## [Problem requirements]
The records follow. Filter them to the lines that hold "each".

## [Data excerpts]
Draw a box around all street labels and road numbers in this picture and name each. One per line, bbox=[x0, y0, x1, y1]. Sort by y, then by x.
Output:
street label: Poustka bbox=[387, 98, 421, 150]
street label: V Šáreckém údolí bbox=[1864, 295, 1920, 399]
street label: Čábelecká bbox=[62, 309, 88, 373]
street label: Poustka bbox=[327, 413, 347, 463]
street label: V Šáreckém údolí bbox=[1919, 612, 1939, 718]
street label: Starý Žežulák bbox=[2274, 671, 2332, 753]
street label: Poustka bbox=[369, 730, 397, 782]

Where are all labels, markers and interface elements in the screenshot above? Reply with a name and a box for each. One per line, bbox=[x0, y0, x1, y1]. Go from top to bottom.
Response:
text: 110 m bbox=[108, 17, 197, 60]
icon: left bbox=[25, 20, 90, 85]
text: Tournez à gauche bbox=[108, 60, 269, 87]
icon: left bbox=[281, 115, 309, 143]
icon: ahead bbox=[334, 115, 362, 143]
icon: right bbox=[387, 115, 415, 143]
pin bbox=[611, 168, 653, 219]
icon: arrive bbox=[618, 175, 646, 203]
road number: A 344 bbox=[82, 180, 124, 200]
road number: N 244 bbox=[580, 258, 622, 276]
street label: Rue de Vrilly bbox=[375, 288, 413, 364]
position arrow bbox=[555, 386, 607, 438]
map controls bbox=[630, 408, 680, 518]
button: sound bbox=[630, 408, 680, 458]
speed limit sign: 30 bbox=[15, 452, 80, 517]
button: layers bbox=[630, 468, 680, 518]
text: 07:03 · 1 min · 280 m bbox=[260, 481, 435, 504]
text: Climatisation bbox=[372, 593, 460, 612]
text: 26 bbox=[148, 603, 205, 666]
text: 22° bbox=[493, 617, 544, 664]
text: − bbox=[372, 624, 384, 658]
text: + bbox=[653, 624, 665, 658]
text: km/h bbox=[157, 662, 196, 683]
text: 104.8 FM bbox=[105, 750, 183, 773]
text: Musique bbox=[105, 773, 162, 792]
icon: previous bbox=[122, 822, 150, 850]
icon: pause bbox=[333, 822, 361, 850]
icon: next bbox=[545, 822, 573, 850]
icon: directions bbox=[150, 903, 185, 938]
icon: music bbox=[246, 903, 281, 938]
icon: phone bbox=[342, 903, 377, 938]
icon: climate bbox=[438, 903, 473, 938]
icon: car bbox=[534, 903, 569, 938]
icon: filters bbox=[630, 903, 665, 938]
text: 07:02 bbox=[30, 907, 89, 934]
...
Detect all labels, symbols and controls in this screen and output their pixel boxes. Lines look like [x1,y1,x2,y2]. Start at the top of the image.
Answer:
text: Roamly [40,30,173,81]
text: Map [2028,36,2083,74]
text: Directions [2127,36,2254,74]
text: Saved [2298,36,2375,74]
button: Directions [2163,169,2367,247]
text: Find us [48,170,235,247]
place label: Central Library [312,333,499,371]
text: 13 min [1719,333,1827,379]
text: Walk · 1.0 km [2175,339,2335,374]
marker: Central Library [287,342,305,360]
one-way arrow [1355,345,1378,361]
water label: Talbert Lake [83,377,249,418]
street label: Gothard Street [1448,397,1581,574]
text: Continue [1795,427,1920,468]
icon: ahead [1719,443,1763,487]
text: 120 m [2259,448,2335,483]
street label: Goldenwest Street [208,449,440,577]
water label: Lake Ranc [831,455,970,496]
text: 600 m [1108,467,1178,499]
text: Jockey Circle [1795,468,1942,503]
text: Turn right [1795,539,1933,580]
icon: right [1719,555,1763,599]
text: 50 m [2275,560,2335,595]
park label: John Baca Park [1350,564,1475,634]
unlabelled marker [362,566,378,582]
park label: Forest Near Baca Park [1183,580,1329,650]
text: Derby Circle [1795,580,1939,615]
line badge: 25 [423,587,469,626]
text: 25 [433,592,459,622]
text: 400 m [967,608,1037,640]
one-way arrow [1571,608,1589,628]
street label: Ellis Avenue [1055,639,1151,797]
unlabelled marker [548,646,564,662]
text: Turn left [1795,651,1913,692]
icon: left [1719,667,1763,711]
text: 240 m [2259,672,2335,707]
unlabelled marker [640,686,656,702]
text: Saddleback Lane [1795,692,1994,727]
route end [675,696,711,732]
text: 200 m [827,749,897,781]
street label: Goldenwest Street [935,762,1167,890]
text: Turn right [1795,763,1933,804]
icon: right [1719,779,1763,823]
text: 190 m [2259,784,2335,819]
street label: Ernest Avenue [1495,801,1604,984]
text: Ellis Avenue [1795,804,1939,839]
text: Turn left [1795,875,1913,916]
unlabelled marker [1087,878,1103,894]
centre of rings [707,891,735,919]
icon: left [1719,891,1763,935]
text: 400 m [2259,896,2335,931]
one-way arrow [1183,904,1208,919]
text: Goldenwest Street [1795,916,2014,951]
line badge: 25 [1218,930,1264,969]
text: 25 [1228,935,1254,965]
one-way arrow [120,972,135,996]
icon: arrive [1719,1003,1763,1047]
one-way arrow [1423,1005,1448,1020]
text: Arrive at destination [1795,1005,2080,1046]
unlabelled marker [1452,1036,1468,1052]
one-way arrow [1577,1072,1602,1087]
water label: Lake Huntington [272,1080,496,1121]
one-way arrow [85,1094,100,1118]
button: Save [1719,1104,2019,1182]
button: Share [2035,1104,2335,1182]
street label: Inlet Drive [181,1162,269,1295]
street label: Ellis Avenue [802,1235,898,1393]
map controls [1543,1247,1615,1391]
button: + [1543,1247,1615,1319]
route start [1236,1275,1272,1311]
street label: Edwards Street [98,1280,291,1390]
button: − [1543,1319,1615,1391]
==
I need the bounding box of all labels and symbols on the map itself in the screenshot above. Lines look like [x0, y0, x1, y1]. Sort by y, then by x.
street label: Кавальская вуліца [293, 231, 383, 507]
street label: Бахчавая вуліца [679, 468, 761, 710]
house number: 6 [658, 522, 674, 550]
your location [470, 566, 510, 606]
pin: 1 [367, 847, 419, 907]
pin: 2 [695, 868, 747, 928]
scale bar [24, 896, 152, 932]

## [Written solution]
Draw a box around all street labels and road numbers in this picture and name each. One per line, bbox=[x0, y0, x1, y1]. Sort by y, then by x.
Where are all labels, markers and interface elements in the screenshot above? Reply with a name and a box for each. One per line, bbox=[x0, y0, x1, y1]. Go from top to bottom.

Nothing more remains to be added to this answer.